When Tony Snow died, a moderated comments thread at the L.A. Times website approved these comments and many like them:
There is special place in hell for Mr. Snow. As a co-conspirator of the Bush administration, I have no special sympathy for him. I only wish his suffering were more prolonged.
. . . .
I hope he suffered at the end. Just a terrible person.
. . . .
Thank you G*d.
Only 99 more of them to go.
. . . .
CANCER WAS TOO GOOD FOR HIM
HOPE IT WAS PAINFUL.
NOW FOR THE REST OF THIS SCUMMY ADMINISTRATION. COME ON CANCER, DO YOUR GOOD WORK……………….
I have collected many more examples here.
Moreover, leftists regularly engage in violence for political reasons. Gay rights activists have engaged in mob violence against gay marriage opponents. Recall the example of the man who almost ran a woman and her children off the road because she had a Bush bumper sticker. Or the man who tried to run down Katherine Harris in a car, and claimed it was “political expression.”
And while we don’t know whether mass murderer Amy Bishop was motivated by politics, we do know that the Boston Herald, citing a family member’s comments, described her as “a far-left political extremist who was ‘obsessed’ with President Obama to the point of being off-putting.”
Speaking for myself, I don’t subscribe to the view that the actions of lunatics can be blamed on political rhetoric. As I have written in the past, “mentally disturbed people can be set off by anything. Blame the mental illness, not the random person or event that triggered the disturbed person’s actions.” Blaming the actions of crazy people on political rhetoric is a cheap tactic best left to the David Neiwerts and Scott Eric Kaufmans of the world.

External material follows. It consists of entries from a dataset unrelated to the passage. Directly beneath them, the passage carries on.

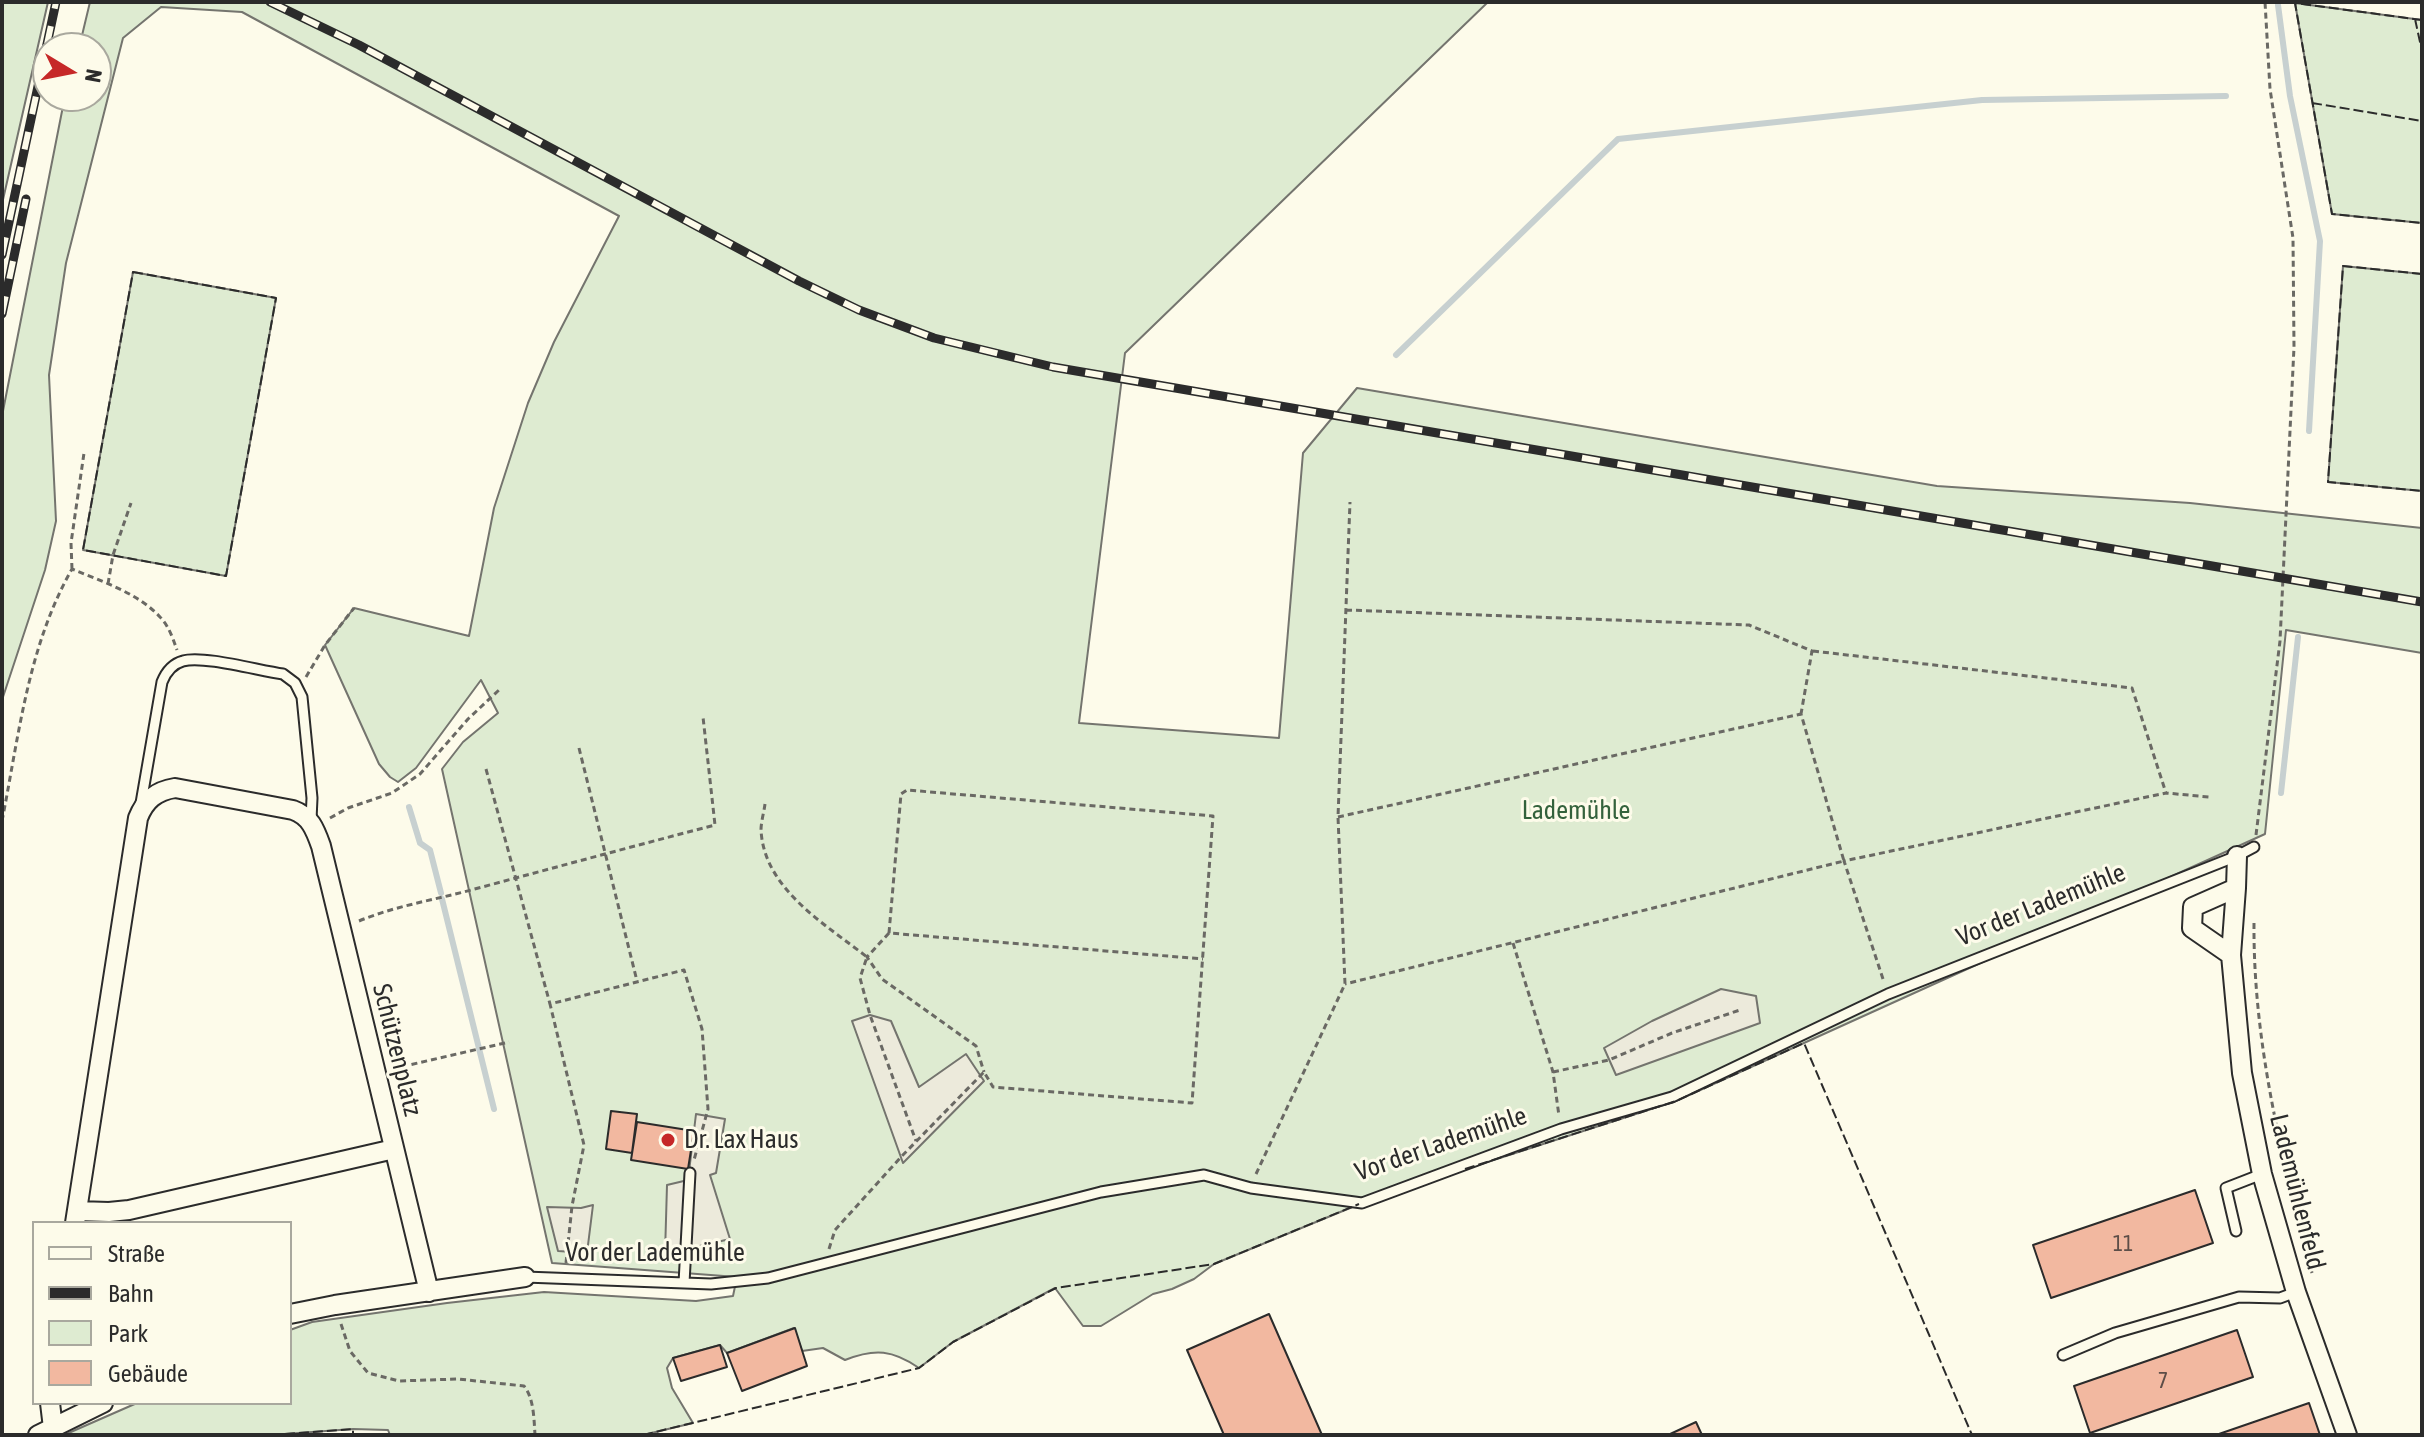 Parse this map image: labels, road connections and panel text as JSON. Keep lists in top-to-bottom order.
{
  "streets": {
    "street": ["Vor der Lademühle", "Schützenplatz", "Lademühlenfeld"]
  },
  "crossings": [
    ["Vor der Lademühle", "Schützenplatz"]
  ],
  "parks": ["Lademühle"],
  "places": ["Dr. Lax Haus"],
  "house_numbers": ["11", "7"],
  "legend": [
    "Straße",
    "Bahn",
    "Park",
    "Gebäude"
  ],
  "north": "right"
}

But given the inevitable certainty that leftists would try to paint Bedell as a Tea Party right-wing sort, it was necessary to expose the fact that he was a Democrat, 9/11 Truther, and Bush-hater. The facts are beginning to have an effect. For example, the Christian Science Monitor ran a story titled John Patrick Bedell: Did right-wing extremism lead to shooting? A deck headline read: “Authorities have identified John Patrick Bedell as the gunman in the Pentagon shooting. He appears to have been a right-wing extremist with virulent antigovernment feelings.”

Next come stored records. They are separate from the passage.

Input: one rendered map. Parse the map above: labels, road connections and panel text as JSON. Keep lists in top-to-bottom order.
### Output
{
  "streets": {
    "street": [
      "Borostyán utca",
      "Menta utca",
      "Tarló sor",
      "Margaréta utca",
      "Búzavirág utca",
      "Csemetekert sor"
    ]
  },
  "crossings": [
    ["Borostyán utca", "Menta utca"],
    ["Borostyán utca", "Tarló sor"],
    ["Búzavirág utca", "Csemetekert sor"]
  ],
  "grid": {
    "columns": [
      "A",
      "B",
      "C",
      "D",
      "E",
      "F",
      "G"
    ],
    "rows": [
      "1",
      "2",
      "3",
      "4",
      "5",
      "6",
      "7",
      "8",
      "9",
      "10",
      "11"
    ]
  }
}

But if you click the link to that story, it now begins with an update: “As more information emerges about Mr. Bedell, the less it appears that any coherent ideology was behind his actions, except that he was deeply antigovernment.”
I would have liked to have seen a more detailed description of what that “information” was — such as his status as a registered Democrat and his numerous examples of hatred for George W. Bush. But the update is better than nothing.
It’s more than we’ll get from the likes of Neiwert, who will no doubt continue to maintain the amazing Big Lie that a Democrat Truther who hated Bush was really a “right-wing extremist.” It takes a special sort of dishonesty to maintain such a fiction.